After an off-day on Thursday, we concluded our visit with two morning walking tours, each telling the stories of people who, during and just after the war, had come to Paris in exile (voluntary or not) from their own countries.

First, on Friday morning Prof. Mulberry took us into the world of American expatriates who sought their muses (and a low cost of living) in Paris. Reading from Ernest Hemingway’s memoir, A Moveable Feast, en route, Prof. Mulberry took us from the cafe where Hemingway first met F. Scott Fitzgerald to the apartments of Hemingway, Fitzgerald, poet Ezra Pound, and Gertrude Stein (who coined the phrase “Lost Generation” for the writers and artists she hosted in her salon), ending at the former site of the bookstore Shakespeare & Company, whose owner, Sylvia Beach, lent Hemingway books and published James Joyce’s Ulysses. While only Hemingway had had direct experience of the war, all responded to the dislocation of a conflict in which — in the words of Pound’s poem Hugh Selwyn Mauberley — died a “myriad,” and all for “A botched civilization… / For two gross of broken statues, / For a few thousand battered books.”
(On this MLK Day I should also add that, in addition to selections from Pound’s poem, Friday we read civil rights activist W.E.B. DuBois’ bitter postwar editorial, “Returning Soldiers,” which hailed African-American soldiers who had fought “For the America that represents and gloats in lynching, disfranchisement, caste, brutality and devilish insult….” Alas, we didn’t have time to visit the Montmartre haunts of black expats like Josephine Baker, Langston Hughes, and Ada Smith.)
About half the students joined us after lunch in visiting two sites that previewed our course’s shift to Munich, and the connections between WWI, Adolf Hitler, and the Holocaust. First, tucked behind the Cathedral of Notre Dame, the rarely-visited memorial to the over 200,000 Jews, resisters, and others deported from France to German concentration and extermination camps between 1940 and 1945. Then, on the other side of the river in Paris’ former Jewish Quarter, the Shoah Memorial and Museum, whose extensive permanent collection ends with the wrenching sight of photograph after photograph of French Jewish children whose lives were extinguished in the death camps.

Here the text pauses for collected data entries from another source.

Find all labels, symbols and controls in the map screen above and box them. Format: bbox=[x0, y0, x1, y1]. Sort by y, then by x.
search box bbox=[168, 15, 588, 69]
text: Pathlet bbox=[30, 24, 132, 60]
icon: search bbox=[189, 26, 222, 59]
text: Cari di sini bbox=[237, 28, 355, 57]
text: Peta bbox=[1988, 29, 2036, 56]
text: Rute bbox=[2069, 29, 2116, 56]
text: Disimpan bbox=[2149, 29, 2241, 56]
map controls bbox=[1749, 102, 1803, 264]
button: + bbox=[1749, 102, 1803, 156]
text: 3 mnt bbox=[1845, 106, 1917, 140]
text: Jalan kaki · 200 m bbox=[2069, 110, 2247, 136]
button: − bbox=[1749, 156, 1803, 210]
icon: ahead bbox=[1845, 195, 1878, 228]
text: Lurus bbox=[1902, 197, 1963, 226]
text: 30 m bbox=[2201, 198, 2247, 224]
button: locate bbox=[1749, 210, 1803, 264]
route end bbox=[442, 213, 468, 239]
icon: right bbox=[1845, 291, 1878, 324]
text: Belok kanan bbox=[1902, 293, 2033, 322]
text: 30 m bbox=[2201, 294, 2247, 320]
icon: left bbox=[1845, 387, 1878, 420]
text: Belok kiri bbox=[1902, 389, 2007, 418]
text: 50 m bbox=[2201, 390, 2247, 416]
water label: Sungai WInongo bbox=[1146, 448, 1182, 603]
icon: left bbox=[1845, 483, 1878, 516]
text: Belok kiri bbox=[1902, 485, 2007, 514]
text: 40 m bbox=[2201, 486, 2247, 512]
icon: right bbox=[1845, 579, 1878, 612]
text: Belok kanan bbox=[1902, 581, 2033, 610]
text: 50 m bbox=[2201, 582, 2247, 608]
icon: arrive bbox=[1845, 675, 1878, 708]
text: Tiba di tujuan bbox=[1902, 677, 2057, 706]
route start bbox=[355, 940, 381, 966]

The relationship between modern warfare and genocide begins, however, with the murder of a million Armenians in Ottoman Turkey during WWI. So before heading to the Gare de l’Est to catch our mid-afternoon train to Germany, we visited the Armenian Church of St. John the Baptist (just south of the Champs Élysées). The small Armenian colony for whom the beautiful church was built (about a decade before the war) swelled as tens of thousands of refugees made their way to Paris after the slaughter began in 1915. Sunday after Sunday, they came to church hoping to see lost relatives — or at least to learn of their fates. (The church also includes two monuments to Armenians — originally considered enemy aliens because they carried Ottoman passports –who fought and died for France in WWI.)

Before going to our train, we gathered at the Arc de Triomphe, where an eternal flame marks the site where France’s Unknown Soldier was buried in 1921. Individually, we paused to meditate on the death and sacrifice we had seen in our studies, and to pray for peace in our own time.